In its Cold War battle to head off the kind of world the Communists want, the U.S. has never been too specific about the kind of world the U.S. wants. Last week, speaking in his old home town of Abilene, Kans. (see below), President Eisenhower sought to sketch in bold lines the free world's hopes for the future: a sound "world economy" binding together a "world community of free nations, characterized by peace and by justice." Within mankind's reach, said he, is "a free, rich, peaceful future, in which all peoples' can achieve ever-rising levels of human well-being."

Starting point is the need for other free nations to join the U.S. in foreign aid programs. "No one nation, even with the legendary strength of an Atlas, could long support the world on its shoulders," said he. "The free nations of the world, motivated by both humanitarianism and self-interest, should cooperate voluntarily in a long-range program aimed at helping the presently less-privileged peoples work step by step toward a better life. Every nation should contribute to the common enterprise in whatever way it can."

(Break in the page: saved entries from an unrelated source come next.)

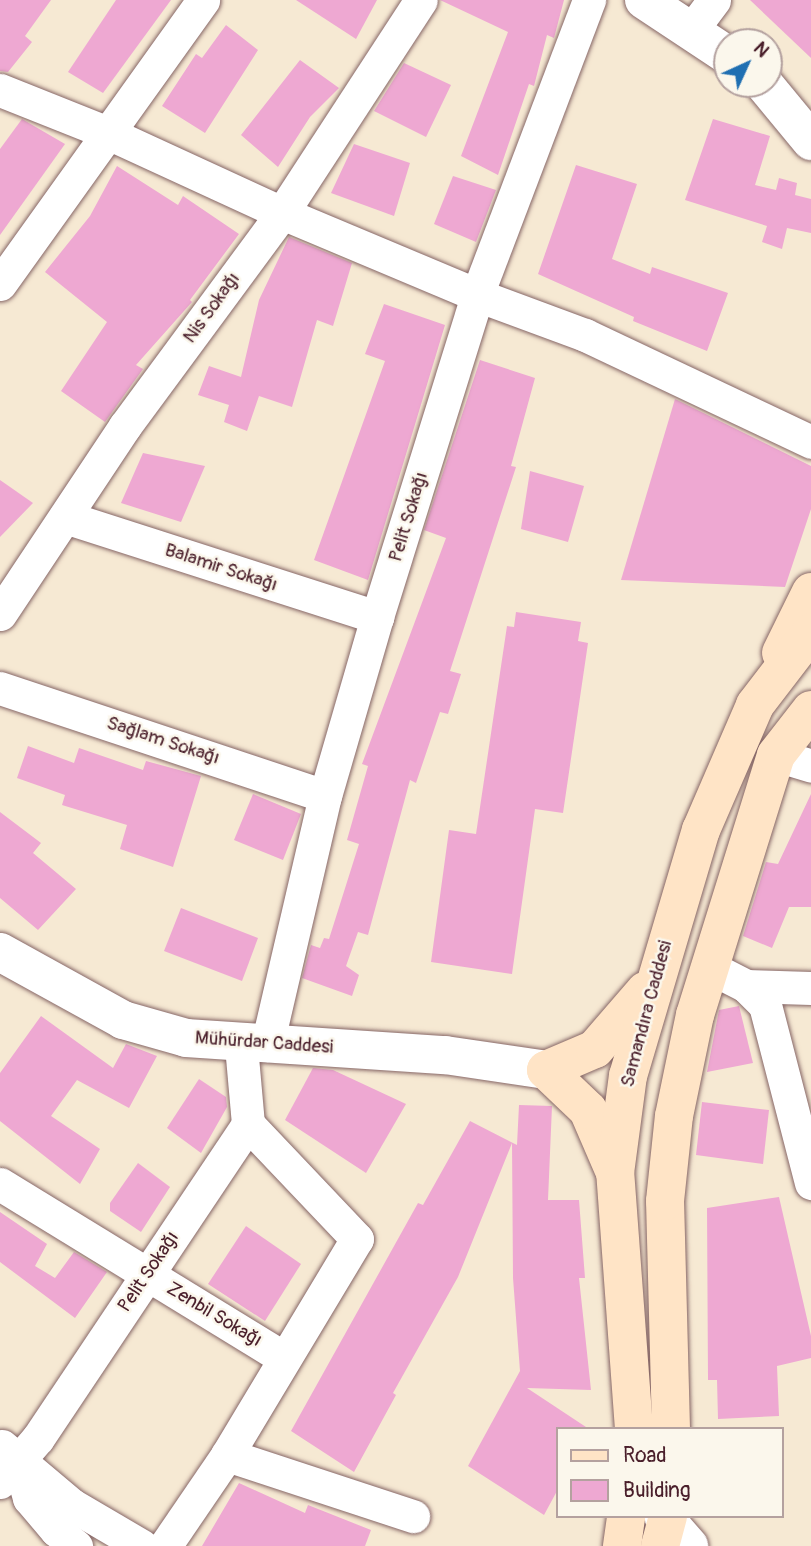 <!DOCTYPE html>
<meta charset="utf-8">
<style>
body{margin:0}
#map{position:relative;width:811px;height:1546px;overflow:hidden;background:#f6e9d3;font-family:Pangolin,sans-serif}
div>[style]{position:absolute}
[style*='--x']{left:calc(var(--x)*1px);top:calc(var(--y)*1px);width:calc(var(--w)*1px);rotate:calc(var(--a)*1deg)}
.building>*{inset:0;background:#eea8d2}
.roads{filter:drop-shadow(0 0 2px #866666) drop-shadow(0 0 2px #866666)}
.minor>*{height:33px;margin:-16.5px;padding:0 16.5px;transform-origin:16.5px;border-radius:16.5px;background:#fff}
.tertiary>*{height:38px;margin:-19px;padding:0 19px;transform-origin:19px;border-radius:19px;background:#fff}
.secondary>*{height:38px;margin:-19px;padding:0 19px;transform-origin:19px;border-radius:19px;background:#ffe4c6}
span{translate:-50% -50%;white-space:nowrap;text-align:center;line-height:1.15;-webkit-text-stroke:5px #fbf7ec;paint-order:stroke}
.street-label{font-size:19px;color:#4a1f2b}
.legend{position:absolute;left:556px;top:1427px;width:228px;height:91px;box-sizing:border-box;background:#fbf7ec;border:2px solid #b4a19f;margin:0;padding:9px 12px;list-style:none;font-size:21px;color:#4a1f2b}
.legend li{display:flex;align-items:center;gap:14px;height:35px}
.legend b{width:35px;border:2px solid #b4a19f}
.north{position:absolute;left:713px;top:28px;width:70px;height:70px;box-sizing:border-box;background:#fbf7ec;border:2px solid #b4a19f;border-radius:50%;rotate:45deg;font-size:19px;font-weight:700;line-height:28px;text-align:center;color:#4a1f2b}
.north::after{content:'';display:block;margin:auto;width:24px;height:32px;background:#1f6fb2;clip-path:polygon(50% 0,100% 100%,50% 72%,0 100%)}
</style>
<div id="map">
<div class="building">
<i style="clip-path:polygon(0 0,51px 0,25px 36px,32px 42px,8px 72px,0 71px)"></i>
<i style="clip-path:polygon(116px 0,171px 0,103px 93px,68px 72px)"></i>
<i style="clip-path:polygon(296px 0,377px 0,356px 39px)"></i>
<i style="clip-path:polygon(440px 0,564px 0,554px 38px,547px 35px,534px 86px,529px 84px,498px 175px,461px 156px,508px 32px)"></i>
<i style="clip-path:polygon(750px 0,811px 0,811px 58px)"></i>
<i style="clip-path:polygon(226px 25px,258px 50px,205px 133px,162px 106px,196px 54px,202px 58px)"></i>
<i style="clip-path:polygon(300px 60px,339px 88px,310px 117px,278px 167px,241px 135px)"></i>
<i style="clip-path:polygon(404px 63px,451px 85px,426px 137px,374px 111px)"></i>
<i style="clip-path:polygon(22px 119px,65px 144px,0 235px,0 149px)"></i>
<i style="clip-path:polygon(713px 119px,770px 136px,755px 185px,776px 190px,779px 178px,797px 183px,795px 195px,811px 199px,811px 233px,787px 228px,782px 249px,762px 242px,767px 226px,685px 200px)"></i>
<i style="clip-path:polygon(354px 144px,410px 163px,394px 216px,331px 193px)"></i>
<i style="clip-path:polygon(576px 165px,637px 184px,612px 259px,650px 274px,652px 267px,728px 293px,707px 351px,633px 321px,634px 317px,538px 274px)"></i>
<i style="clip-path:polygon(117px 166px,178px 205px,183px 196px,239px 234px,190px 300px,192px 302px,136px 365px,143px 369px,105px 422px,61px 391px,107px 322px,45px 272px,90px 216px)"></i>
<i style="clip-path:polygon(453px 176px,496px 190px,476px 242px,434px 224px)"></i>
<i style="clip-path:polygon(289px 237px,352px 263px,333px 326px,317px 320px,292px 407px,259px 396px,247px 431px,224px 422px,229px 405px,198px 395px,209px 366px,241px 377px,259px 300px)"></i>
<i style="clip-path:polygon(384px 304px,445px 325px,368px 580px,314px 560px,385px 361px,365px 354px)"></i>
<i style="clip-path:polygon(480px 360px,535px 378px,511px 466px,516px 467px,450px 671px,461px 674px,448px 714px,440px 712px,416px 783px,410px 780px,368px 935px,358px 932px,346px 966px,359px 975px,352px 996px,302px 978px,311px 945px,320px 948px,324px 938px,329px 939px,359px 844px,347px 840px,368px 766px,362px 764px,446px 538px,424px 530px)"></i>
<i style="clip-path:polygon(675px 399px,811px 466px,811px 509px,785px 587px,621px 580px)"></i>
<i style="clip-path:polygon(143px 453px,205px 466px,181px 522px,121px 503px)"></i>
<i style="clip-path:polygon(530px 471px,584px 486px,568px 542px,521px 529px)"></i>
<i style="clip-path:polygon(0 480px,33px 503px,0 537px)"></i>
<i style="clip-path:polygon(516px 612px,581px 622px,578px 641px,588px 643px,563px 813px,535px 809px,512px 974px,431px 962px,449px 830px,476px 834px,507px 626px,514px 627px)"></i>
<i style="clip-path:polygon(28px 746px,74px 763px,79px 748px,143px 770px,146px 761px,201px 776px,173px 867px,120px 849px,127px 825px,62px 805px,65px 795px,17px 778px)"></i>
<i style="clip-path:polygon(253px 794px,301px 814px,283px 860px,234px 840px)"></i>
<i style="clip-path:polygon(811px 794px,811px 907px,789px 907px,772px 948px,743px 936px,766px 862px,778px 864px)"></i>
<i style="clip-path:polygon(0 812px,41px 843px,33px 853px,76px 889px,38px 930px,0 898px)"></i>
<i style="clip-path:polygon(181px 908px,258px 938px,242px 981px,164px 951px)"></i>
<i style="clip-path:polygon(739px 1006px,753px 1063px,707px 1072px,719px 1010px)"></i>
<i style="clip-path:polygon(41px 1016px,113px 1068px,126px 1044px,157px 1056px,129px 1108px,77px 1080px,51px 1116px,100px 1149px,80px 1184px,0 1121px,0 1073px)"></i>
<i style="clip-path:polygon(313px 1068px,333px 1070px,406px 1104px,366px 1173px,285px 1120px)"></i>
<i style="clip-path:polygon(199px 1079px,226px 1097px,227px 1107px,201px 1153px,167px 1128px)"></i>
<i style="clip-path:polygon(702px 1102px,769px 1110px,763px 1164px,696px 1155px)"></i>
<i style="clip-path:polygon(519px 1105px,552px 1106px,548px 1200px,579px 1200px,585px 1278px,579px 1278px,591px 1390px,527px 1388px,589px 1429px,557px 1429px,557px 1491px,544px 1515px,468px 1466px,520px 1371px,513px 1278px,512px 1143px,458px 1277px,393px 1393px,396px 1395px,354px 1472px,291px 1431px,418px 1203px,423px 1205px,470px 1121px,517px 1145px)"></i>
<i style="clip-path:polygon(138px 1163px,170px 1187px,141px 1232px,110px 1211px,110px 1203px)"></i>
<i style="clip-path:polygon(779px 1197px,811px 1336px,811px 1358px,777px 1366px,779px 1416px,718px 1419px,717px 1380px,708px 1380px,707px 1208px)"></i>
<i style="clip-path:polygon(0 1212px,47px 1244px,35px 1266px,55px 1278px,74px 1252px,107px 1272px,75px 1318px,0 1262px)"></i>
<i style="clip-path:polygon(246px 1226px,301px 1264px,265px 1321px,208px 1284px)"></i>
<i style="clip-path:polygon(239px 1483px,305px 1513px,308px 1505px,371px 1530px,365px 1546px,202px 1546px)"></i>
</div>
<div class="roads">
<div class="minor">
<i style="--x:693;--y:28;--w:35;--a:-53"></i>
<i style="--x:0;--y:90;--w:116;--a:21.7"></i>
<i style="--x:108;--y:133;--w:192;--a:24.7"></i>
<i style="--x:282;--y:213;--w:212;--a:22.8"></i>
<i style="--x:477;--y:295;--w:115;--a:20.3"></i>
<i style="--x:585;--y:335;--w:250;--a:25.3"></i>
<i style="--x:0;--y:284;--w:349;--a:-54.4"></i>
<i style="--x:65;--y:517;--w:328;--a:17.8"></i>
<i style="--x:0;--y:614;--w:226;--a:-56.4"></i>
<i style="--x:125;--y:426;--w:265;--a:-53.6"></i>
<i style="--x:282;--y:213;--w:254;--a:-56.9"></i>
<i style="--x:0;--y:688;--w:342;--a:18.4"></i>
<i style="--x:776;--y:755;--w:37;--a:17"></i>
<i style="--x:711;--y:968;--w:39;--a:27"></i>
<i style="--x:746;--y:986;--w:27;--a:45"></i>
<i style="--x:765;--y:1005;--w:184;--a:75.5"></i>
<i style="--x:746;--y:986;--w:65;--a:1.8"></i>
<i style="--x:267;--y:1045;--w:256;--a:-76.9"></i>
<i style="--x:325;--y:796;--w:186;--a:-73.8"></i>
<i style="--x:377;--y:617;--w:337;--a:-72.7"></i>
<i style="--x:477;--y:295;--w:316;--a:-69.2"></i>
<i style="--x:0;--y:1184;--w:333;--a:31.5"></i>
<i style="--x:2;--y:1446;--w:92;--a:40.1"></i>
<i style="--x:72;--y:1505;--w:81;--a:30.4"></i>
<i style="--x:227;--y:1455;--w:196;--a:18.2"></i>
<i style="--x:18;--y:1459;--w:41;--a:74.2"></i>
<i style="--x:29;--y:1498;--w:42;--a:49.8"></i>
<i style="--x:56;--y:1530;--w:26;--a:39"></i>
<i style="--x:0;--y:1482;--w:58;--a:-49.2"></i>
<i style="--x:38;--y:1438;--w:378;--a:-56.2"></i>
<i style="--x:248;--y:1124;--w:79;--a:-95.1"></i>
<i style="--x:165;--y:1546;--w:110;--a:-55.7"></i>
<i style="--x:227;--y:1455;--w:252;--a:-59"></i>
<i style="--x:357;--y:1239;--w:158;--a:-133.5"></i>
</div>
<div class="tertiary">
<i style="--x:644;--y:0;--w:100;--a:33.5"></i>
<i style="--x:764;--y:84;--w:74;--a:50.5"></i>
<i style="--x:0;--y:952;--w:141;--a:28.9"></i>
<i style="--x:123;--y:1020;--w:66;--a:15.9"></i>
<i style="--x:186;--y:1038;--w:260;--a:3.8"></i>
<i style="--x:445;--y:1055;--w:102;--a:8.4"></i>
<i style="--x:663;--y:1516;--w:40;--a:49"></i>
</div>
<div class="secondary">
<i style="--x:781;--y:653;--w:68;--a:-63.8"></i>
<i style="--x:613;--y:1168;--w:63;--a:-113.3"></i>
<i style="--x:588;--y:1110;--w:58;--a:-136.4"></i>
<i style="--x:546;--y:1070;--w:53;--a:-23.2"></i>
<i style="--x:595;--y:1049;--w:77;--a:-49.2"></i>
<i style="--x:634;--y:1429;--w:257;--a:-94.2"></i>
<i style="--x:615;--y:1173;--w:98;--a:-82.4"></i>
<i style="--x:628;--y:1076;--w:257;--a:-73.5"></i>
<i style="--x:701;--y:830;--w:136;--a:-66.6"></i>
<i style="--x:755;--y:705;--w:92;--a:-52.5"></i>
<i style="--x:671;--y:1429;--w:228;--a:-91.5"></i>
<i style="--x:665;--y:1201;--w:85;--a:-84"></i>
<i style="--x:674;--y:1116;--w:103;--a:-78.3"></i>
<i style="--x:695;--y:1015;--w:272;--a:-72.7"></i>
<i style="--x:776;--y:755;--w:57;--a:-52.1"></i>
<i style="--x:622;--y:1546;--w:30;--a:-82"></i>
<i style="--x:660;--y:1546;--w:31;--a:-75"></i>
</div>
</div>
<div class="street-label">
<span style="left:212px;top:308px;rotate:-54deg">Nis Sokağı</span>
<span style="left:409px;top:517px;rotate:-73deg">Pelit Sokağı</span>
<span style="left:221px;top:568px;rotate:18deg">Balamir Sokağı</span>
<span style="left:163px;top:741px;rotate:18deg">Sağlam Sokağı</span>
<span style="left:647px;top:1014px;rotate:-75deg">Samandıra Caddesi</span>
<span style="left:264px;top:1043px;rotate:4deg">Mühürdar Caddesi</span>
<span style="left:149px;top:1272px;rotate:-56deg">Pelit Sokağı</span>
<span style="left:214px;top:1315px;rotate:31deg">Zenbil Sokağı</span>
</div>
<ul class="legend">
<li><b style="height:9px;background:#ffe4c6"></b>Road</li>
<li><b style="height:19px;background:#eea8d2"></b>Building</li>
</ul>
<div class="north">N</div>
</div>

Among the ways and means: "technical services, private and public loans, dependable, mutually helpful trade relationships, grants in emergency situations, security help in transition years ... If the growing power of free men is wisely and skillfully applied toward the common aspirations of humanity, then a world of peace and plenty becomes a high probability. The free nations of the world have the capacity and can develop the will to overcome together the powerful, perplexing forces which for thousands of years have yielded hate, distrust, poverty.

"As free men shape historic trends toward noble goals," he said, many of today's nettlesome problems will abolish themselves. "As the less developed nations succeed in establishing viable economies and raising their living standards, our own economy will soar to new heights and our technology will be challenged as never before. Burdensome surpluses--even those of wheat--will disappear. Enlarged demand throughout the world will have to be met by new methods, and more effective use of resources everywhere.

"The task ahead is not for the fainthearted," said the President. "The world must learn to work together--or finally it will not work at all."